Data shown >>
⁂

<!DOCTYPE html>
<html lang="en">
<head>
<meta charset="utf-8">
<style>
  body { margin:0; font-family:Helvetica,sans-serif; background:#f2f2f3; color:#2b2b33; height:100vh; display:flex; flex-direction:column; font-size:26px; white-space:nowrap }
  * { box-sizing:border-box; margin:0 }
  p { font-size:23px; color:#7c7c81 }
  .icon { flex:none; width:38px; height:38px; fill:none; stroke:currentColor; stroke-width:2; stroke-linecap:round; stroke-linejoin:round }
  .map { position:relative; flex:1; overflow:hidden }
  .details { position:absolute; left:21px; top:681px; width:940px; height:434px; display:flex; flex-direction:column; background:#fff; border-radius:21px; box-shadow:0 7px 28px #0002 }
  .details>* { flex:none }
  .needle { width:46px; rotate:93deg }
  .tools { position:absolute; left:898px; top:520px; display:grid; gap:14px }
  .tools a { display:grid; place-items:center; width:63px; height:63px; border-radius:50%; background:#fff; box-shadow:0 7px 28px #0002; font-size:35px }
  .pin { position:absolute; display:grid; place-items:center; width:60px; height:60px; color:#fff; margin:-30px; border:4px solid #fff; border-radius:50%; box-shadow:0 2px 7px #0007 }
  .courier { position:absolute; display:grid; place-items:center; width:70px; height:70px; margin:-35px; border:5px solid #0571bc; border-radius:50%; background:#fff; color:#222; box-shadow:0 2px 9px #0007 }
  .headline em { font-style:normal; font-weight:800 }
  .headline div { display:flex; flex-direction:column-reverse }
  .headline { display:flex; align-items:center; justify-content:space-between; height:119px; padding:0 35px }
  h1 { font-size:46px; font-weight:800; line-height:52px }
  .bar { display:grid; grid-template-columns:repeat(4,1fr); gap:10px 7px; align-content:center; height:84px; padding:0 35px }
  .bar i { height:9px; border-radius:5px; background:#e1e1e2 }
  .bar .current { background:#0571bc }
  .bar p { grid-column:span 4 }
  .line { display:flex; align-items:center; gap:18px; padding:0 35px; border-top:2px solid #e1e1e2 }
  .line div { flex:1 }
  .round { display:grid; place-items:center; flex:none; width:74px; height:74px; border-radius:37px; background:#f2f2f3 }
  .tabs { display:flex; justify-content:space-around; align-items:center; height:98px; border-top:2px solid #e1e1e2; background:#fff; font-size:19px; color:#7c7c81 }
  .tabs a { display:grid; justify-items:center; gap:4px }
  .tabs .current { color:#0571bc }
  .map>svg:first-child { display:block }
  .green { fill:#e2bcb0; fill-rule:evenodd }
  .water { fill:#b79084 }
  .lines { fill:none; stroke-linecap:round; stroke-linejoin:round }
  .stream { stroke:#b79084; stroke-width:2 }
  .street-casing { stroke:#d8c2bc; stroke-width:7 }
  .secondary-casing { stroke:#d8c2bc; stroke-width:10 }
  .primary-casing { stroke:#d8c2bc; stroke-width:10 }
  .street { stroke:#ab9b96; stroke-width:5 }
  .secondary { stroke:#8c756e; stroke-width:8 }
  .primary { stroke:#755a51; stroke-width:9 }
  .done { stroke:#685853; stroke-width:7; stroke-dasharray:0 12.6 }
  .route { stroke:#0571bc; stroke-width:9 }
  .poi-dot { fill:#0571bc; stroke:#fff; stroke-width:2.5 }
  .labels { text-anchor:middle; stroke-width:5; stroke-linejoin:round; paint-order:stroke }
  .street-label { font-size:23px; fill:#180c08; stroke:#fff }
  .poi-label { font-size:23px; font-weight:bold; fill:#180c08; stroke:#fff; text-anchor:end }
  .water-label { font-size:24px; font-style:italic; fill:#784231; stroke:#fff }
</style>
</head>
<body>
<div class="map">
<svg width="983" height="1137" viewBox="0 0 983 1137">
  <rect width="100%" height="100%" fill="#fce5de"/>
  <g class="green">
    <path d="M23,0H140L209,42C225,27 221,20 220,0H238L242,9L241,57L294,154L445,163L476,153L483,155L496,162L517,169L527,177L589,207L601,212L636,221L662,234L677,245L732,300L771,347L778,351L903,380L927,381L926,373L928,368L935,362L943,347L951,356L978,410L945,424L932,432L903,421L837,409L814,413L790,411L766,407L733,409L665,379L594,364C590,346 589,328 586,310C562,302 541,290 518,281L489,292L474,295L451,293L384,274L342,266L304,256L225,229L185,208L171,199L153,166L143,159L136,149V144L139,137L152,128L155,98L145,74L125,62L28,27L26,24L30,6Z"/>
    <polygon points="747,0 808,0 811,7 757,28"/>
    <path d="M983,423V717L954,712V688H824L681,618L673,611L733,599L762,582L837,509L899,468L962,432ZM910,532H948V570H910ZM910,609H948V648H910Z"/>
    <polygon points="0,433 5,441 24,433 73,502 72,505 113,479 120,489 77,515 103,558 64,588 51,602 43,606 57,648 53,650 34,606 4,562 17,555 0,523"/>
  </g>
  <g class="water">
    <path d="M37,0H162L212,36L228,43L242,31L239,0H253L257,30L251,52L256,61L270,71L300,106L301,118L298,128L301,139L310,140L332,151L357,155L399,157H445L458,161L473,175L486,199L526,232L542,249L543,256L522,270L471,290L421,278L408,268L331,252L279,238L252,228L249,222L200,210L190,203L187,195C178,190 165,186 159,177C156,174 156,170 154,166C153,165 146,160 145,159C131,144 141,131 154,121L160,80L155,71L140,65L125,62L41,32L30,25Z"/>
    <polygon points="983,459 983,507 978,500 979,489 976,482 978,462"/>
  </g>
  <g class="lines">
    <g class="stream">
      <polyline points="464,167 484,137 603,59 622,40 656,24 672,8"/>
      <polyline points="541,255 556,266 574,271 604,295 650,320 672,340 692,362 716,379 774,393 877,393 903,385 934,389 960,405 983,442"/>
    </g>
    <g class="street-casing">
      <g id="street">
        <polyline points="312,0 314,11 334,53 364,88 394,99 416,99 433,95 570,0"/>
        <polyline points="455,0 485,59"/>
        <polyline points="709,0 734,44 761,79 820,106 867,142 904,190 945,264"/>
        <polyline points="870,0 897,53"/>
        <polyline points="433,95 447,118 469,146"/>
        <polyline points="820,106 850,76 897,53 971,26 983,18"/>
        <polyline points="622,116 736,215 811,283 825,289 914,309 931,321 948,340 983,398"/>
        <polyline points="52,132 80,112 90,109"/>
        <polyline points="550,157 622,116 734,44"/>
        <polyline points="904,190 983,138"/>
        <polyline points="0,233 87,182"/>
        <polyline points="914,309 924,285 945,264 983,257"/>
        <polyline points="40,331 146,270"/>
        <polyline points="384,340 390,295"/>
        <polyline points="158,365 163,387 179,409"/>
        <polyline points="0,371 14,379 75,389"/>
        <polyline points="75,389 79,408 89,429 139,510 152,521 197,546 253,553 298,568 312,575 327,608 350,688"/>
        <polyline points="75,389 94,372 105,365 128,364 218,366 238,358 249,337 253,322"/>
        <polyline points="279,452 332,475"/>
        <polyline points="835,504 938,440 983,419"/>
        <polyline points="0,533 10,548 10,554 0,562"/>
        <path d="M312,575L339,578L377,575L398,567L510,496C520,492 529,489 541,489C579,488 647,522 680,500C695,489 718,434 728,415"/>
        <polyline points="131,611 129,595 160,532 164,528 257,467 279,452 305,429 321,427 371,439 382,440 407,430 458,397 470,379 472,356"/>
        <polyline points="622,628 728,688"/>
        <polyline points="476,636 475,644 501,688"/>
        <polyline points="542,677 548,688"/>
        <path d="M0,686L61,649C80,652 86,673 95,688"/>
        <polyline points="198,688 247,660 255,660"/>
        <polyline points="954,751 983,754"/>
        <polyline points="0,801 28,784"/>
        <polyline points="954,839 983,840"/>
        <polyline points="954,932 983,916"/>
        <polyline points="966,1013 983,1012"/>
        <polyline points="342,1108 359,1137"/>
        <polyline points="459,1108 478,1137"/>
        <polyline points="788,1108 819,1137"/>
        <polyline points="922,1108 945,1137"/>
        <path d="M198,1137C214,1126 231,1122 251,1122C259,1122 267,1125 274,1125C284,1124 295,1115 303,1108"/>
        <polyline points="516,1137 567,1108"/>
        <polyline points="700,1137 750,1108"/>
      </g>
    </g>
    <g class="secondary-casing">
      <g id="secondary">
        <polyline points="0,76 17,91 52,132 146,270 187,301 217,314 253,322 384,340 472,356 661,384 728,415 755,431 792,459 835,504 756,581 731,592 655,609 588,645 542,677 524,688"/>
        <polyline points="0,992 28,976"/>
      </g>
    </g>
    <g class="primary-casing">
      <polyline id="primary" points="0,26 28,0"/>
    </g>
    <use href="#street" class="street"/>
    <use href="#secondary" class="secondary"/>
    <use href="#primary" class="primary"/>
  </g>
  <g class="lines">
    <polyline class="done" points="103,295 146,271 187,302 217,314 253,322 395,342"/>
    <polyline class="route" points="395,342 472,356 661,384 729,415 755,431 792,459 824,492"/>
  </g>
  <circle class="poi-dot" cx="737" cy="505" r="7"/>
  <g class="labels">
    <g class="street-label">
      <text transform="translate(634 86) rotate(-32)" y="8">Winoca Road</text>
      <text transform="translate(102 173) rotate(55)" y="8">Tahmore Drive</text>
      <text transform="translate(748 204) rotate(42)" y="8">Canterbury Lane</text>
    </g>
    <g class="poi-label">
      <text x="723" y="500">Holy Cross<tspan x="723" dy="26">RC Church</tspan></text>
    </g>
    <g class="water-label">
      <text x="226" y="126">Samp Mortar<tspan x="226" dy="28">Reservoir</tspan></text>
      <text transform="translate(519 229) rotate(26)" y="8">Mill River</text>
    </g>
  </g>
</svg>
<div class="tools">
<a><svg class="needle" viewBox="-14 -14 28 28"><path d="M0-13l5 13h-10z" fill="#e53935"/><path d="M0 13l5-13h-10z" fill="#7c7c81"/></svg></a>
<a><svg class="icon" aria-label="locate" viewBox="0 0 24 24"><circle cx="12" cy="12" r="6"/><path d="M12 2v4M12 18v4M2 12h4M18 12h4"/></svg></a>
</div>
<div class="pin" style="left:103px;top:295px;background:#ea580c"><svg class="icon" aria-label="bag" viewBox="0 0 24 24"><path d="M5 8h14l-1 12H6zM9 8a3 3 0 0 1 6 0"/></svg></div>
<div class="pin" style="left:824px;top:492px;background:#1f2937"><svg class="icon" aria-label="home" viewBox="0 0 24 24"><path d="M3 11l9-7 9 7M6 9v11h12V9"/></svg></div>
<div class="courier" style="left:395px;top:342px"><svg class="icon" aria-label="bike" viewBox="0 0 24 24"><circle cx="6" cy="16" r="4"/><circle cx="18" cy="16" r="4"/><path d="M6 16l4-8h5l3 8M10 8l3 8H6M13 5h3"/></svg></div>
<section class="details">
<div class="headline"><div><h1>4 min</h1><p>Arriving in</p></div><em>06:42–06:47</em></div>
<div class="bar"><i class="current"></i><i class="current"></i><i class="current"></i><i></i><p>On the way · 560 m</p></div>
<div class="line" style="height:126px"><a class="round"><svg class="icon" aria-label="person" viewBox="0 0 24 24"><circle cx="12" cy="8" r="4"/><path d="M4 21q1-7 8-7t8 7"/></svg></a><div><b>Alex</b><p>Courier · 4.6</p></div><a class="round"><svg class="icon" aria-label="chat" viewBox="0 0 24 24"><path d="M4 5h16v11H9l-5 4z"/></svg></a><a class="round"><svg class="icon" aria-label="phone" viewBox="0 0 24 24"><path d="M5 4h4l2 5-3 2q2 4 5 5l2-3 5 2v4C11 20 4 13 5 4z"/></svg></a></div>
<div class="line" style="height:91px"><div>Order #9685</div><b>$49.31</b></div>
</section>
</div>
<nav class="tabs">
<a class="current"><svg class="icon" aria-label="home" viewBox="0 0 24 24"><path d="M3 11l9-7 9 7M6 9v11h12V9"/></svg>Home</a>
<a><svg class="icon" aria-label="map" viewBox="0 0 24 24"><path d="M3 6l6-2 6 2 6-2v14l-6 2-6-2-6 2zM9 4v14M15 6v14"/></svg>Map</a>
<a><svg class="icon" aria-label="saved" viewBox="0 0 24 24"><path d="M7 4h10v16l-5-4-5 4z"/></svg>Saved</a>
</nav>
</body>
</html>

⁂

Activity >> Would you copy each line of the records that contains "body"?

Output for this exercise >>
  body { margin:0; font-family:Helvetica,sans-serif; background:#f2f2f3; color:#2b2b33; height:100vh; display:flex; flex-direction:column; font-size:26px; white-space:nowrap }
<body>
</body>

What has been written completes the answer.